::: RECORDS TO USE

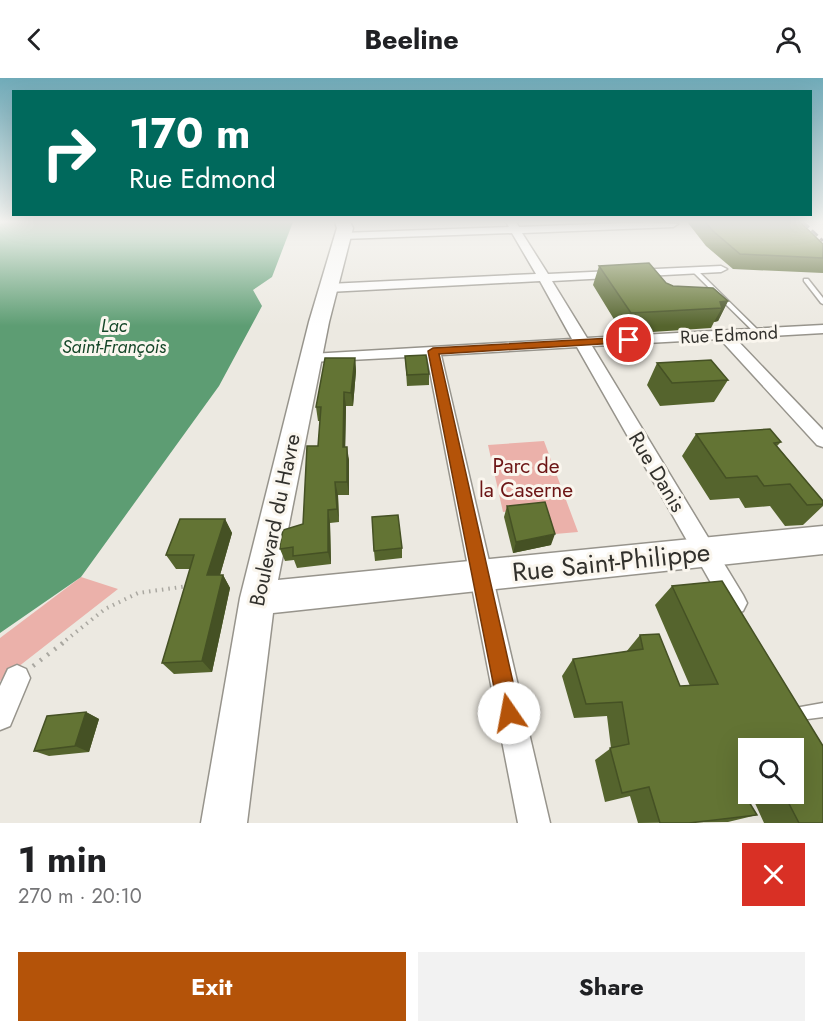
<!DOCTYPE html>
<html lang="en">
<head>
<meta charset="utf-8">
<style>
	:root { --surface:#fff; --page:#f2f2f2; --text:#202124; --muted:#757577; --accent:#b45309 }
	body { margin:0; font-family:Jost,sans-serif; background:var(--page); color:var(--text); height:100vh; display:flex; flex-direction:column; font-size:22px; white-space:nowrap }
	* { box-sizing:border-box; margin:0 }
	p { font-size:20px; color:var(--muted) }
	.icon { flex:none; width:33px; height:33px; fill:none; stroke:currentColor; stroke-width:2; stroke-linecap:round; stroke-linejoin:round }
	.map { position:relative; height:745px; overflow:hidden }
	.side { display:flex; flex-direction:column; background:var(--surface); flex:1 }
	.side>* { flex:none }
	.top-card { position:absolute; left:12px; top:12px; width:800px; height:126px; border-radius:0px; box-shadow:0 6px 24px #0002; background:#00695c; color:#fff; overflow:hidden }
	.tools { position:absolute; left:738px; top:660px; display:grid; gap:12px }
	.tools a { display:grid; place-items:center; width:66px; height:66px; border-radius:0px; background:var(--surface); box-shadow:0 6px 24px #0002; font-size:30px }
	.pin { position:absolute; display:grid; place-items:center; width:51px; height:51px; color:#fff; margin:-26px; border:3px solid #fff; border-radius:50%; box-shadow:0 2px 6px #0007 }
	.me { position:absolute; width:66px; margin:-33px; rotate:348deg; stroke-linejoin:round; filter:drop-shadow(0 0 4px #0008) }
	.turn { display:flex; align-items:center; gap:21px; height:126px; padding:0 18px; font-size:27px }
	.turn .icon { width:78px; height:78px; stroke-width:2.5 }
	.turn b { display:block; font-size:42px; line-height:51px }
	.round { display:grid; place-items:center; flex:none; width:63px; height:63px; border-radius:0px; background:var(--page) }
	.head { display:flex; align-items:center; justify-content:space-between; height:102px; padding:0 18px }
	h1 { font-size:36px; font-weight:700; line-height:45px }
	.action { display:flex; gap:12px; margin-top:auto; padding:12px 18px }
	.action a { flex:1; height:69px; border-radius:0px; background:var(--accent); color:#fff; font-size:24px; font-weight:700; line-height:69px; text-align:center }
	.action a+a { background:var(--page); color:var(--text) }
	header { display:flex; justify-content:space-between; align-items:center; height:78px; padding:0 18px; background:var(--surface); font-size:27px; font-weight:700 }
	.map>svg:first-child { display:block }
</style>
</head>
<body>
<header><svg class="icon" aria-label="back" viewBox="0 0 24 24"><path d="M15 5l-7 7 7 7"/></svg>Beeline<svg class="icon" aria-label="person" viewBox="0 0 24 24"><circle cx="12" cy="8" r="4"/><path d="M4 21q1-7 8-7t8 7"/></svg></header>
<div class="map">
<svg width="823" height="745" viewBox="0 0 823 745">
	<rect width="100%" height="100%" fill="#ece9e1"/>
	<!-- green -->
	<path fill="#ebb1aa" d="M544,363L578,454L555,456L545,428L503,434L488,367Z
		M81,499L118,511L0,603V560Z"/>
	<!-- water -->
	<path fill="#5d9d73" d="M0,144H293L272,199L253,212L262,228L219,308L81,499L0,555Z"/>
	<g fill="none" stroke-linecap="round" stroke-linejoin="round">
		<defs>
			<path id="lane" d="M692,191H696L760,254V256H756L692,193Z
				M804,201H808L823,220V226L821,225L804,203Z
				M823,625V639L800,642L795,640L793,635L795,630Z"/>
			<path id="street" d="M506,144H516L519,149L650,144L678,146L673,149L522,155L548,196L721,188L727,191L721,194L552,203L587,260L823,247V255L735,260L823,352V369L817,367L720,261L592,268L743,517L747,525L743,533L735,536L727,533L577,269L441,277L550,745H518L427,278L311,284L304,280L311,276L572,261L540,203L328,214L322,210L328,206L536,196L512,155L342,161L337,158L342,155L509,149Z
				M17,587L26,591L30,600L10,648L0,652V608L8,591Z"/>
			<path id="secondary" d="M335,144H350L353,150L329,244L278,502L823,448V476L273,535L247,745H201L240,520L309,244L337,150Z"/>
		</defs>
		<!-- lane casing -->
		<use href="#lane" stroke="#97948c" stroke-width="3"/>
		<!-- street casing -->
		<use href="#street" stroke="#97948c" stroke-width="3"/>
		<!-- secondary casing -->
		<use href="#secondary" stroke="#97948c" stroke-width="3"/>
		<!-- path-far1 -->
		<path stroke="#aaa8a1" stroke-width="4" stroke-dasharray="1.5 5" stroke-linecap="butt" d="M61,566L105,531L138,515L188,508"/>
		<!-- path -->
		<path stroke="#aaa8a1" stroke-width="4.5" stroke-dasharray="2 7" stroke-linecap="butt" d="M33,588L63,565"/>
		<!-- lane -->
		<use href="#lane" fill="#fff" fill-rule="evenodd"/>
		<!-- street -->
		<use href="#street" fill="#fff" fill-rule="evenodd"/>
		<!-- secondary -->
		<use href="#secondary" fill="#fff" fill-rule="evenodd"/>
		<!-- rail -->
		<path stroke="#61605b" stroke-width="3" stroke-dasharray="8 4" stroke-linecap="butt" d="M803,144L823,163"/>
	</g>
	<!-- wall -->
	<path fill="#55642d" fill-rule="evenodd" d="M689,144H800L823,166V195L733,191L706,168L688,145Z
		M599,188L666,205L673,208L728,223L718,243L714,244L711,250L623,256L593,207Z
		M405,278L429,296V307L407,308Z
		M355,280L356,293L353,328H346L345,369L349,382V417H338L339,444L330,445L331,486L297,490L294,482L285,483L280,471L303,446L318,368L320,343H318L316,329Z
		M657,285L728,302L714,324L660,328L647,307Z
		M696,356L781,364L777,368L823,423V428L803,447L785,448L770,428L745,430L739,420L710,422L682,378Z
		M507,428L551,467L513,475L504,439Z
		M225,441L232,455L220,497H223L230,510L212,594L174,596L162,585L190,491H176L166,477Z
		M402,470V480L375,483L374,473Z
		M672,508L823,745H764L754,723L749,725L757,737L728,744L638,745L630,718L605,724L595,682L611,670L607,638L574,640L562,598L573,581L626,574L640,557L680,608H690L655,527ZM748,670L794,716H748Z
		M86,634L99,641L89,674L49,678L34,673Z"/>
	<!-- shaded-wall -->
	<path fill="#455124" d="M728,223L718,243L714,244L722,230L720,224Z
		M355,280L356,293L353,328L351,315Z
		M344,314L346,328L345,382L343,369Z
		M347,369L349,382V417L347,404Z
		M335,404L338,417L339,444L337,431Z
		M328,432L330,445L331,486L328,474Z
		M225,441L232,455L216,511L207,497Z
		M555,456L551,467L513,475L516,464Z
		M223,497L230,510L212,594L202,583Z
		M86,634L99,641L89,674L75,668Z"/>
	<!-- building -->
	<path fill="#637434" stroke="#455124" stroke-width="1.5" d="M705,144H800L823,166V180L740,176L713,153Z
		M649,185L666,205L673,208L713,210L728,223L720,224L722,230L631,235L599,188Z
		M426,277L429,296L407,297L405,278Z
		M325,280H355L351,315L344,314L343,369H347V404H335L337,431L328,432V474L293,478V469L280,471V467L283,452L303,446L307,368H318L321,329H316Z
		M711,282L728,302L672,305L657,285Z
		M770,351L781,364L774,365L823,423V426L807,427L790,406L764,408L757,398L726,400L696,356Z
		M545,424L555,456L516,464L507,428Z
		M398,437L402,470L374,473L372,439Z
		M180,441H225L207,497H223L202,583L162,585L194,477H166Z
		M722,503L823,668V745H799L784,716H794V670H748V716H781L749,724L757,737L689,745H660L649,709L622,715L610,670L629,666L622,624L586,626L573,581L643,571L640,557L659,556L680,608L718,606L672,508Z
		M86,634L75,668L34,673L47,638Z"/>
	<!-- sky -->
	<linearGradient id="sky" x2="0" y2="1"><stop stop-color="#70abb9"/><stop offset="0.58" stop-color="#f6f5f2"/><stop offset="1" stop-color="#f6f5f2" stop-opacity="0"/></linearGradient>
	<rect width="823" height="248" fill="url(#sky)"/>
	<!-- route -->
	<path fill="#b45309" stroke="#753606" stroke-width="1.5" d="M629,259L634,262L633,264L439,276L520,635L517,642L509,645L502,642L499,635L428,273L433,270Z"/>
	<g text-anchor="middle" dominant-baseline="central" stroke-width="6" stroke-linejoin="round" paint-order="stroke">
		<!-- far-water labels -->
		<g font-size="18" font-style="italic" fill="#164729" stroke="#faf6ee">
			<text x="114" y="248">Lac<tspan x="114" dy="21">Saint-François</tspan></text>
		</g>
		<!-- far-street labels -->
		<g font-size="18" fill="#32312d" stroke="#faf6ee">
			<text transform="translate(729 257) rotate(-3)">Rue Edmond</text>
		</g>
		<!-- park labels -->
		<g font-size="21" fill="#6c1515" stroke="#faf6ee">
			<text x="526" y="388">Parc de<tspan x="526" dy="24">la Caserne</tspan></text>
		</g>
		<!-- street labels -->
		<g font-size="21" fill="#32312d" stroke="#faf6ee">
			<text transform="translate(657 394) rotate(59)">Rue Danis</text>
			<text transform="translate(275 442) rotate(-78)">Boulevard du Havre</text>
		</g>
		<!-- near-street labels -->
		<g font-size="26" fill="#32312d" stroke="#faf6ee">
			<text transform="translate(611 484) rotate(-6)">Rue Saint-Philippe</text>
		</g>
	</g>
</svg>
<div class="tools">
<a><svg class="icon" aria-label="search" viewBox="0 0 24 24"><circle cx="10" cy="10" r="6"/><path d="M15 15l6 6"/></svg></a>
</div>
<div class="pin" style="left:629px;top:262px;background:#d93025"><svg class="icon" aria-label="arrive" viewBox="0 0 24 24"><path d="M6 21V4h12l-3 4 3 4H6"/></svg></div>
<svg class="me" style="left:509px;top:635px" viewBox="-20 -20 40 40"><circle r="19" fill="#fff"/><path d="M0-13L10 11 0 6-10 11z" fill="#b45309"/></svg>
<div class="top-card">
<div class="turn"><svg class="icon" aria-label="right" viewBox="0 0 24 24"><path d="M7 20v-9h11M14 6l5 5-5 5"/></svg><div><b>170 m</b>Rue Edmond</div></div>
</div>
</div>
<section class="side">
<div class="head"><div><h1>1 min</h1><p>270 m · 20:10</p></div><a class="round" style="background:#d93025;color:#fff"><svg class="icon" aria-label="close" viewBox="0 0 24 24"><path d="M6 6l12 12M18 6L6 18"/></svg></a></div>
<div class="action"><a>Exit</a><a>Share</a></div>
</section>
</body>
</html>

::::::
::: RECORDS TO USE

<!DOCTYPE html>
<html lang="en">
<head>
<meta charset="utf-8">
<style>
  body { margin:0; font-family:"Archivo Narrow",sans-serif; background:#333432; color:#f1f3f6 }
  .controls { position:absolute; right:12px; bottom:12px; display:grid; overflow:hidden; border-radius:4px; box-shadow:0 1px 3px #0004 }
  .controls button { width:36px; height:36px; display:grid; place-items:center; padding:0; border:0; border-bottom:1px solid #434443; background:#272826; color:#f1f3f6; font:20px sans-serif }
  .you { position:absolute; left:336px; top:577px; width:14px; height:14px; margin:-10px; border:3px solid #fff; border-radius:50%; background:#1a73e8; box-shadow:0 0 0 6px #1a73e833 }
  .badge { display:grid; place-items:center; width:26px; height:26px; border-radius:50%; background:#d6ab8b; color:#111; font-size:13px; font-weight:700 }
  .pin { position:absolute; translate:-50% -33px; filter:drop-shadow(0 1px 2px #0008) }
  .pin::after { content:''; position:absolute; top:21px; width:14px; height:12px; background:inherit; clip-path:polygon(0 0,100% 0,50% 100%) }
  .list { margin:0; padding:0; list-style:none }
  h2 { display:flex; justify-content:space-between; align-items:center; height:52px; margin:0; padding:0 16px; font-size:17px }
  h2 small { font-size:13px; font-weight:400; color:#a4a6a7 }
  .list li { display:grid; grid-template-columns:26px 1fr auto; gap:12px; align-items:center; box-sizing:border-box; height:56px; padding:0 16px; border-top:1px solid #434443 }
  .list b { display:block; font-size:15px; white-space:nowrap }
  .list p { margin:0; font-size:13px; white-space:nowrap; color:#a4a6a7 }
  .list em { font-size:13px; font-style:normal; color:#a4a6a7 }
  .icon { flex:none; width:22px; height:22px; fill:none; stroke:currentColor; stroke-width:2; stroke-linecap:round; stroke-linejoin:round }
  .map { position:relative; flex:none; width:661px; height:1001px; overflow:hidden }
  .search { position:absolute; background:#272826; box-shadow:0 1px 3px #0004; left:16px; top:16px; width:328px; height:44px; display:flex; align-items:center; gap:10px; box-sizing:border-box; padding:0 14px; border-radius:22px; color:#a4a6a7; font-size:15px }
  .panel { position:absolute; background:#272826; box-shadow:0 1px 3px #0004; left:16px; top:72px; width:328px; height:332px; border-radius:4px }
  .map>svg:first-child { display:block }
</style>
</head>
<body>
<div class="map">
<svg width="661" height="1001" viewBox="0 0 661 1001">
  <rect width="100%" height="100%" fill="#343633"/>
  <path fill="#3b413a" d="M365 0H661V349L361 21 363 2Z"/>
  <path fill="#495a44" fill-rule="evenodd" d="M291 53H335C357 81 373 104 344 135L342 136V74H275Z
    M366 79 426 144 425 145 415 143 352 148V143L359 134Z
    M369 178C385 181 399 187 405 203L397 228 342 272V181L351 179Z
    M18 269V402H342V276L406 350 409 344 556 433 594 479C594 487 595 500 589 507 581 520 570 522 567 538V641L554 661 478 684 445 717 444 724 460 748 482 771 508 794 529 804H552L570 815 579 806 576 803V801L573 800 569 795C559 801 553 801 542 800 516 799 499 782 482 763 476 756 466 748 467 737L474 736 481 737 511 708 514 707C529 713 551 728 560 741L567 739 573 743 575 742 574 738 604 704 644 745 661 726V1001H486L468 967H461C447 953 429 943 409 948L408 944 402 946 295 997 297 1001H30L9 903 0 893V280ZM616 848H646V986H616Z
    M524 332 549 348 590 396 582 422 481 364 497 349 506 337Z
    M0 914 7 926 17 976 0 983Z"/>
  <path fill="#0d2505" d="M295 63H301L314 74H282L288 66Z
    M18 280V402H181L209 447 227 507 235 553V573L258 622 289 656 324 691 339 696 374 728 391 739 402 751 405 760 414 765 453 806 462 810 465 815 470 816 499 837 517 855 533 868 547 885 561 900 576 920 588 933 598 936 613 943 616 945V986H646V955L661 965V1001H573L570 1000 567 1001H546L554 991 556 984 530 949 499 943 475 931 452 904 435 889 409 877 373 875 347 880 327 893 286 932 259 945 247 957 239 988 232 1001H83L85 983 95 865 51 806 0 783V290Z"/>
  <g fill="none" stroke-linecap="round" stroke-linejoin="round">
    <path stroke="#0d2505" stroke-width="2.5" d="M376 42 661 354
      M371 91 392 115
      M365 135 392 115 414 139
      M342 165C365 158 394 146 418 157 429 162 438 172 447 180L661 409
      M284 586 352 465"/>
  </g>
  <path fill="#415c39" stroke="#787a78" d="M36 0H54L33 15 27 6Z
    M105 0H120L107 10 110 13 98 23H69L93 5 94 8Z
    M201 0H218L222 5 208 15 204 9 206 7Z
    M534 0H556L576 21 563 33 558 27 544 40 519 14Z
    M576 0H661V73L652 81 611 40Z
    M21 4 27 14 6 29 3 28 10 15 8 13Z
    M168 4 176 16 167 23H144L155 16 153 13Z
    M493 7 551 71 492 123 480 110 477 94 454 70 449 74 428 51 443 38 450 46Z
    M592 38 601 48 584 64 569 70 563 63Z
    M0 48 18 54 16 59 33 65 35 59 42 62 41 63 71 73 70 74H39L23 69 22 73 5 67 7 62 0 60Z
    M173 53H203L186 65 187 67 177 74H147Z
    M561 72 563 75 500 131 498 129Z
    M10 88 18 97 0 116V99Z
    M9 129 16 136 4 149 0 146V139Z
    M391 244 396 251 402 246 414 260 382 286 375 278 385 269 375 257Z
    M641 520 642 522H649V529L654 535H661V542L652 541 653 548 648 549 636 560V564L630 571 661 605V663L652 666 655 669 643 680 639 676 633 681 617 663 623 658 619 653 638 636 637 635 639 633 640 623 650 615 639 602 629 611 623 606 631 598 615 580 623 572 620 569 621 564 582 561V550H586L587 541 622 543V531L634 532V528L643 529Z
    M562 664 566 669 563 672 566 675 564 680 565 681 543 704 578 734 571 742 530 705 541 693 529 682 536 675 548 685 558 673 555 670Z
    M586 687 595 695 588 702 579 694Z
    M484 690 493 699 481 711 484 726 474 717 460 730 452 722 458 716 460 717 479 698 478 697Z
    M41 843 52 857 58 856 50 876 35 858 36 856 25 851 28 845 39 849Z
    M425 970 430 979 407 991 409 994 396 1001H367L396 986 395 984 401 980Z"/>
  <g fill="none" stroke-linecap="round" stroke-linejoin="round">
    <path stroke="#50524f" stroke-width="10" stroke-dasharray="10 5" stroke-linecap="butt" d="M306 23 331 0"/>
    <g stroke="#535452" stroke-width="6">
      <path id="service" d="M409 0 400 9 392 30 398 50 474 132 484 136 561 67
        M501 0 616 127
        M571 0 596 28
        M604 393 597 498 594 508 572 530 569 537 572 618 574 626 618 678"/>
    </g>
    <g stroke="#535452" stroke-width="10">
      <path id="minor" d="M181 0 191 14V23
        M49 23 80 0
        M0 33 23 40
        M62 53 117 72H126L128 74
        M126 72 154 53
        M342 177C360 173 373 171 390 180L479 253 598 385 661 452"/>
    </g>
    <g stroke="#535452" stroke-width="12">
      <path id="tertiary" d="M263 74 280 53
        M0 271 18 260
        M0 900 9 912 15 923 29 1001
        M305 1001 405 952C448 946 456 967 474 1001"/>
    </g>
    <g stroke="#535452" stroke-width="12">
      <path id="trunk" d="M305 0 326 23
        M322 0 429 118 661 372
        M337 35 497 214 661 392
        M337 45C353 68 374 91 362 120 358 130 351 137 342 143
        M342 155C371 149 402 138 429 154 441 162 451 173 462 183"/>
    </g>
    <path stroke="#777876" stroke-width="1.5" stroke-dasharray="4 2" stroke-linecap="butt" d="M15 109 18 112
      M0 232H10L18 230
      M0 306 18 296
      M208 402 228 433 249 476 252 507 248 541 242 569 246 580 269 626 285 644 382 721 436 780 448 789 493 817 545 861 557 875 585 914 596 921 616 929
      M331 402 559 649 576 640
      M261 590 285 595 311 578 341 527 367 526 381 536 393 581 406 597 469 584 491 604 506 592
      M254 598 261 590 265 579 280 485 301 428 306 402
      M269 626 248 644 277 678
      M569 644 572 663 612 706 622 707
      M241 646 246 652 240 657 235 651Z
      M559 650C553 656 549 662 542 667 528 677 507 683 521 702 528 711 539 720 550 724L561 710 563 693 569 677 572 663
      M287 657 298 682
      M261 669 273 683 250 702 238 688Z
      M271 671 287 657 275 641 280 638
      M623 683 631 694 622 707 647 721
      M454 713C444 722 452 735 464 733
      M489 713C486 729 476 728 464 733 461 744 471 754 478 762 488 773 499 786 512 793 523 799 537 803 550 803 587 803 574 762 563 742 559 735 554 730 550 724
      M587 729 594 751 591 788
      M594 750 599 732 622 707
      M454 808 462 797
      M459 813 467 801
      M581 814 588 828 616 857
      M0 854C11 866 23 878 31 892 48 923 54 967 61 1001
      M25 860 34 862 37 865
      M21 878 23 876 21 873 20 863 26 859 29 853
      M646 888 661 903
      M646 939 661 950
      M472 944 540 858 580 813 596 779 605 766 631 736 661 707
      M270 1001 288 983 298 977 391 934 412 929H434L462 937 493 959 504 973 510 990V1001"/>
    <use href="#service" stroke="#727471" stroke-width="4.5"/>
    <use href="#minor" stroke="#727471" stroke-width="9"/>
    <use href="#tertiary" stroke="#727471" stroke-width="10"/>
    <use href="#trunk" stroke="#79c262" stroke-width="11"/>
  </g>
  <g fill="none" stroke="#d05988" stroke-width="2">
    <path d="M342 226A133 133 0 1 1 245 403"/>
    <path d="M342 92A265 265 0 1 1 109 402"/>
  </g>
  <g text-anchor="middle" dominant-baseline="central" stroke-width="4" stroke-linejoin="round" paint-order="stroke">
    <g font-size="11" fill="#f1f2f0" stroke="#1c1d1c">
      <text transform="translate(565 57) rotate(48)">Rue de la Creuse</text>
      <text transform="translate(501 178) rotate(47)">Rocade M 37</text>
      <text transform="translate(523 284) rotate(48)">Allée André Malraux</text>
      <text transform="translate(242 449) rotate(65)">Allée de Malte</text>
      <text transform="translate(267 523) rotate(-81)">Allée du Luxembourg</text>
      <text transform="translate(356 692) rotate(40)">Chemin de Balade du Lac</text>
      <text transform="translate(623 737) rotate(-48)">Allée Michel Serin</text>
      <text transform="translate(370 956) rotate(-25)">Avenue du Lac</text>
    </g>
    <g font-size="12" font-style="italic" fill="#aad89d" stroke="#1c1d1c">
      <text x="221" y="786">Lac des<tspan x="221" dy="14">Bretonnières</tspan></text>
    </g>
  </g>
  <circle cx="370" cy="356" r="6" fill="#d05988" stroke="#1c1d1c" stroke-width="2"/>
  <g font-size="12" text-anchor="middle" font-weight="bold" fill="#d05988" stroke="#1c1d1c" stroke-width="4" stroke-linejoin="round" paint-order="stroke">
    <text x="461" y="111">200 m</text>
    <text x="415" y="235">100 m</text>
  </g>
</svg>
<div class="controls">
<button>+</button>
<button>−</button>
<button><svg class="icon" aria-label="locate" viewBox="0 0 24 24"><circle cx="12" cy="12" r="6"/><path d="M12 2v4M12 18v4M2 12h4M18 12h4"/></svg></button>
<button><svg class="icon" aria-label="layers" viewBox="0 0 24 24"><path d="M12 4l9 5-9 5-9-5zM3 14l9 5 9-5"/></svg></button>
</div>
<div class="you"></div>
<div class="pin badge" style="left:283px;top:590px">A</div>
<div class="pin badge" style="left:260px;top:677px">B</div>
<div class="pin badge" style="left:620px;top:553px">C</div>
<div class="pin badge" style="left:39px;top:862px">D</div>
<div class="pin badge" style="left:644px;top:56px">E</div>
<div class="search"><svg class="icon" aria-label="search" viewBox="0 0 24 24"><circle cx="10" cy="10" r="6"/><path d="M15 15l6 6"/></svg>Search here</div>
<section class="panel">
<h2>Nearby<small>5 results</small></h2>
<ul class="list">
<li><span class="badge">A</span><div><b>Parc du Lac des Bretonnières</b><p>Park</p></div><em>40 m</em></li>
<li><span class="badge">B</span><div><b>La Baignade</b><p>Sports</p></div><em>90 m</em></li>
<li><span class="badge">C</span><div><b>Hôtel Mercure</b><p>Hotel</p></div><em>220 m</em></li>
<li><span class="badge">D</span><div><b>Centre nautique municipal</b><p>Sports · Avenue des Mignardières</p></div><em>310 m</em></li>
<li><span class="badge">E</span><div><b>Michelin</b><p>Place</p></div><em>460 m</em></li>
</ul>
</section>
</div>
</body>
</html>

::::::

DIRECTIONS FOR THIS TASK:
Search the listing above for the string "bottom" and return each line it appears on.

RESPONSE BELOW:
  .controls { position:absolute; right:12px; bottom:12px; display:grid; overflow:hidden; border-radius:4px; box-shadow:0 1px 3px #0004 }
  .controls button { width:36px; height:36px; display:grid; place-items:center; padding:0; border:0; border-bottom:1px solid #434443; background:#272826; color:#f1f3f6; font:20px sans-serif }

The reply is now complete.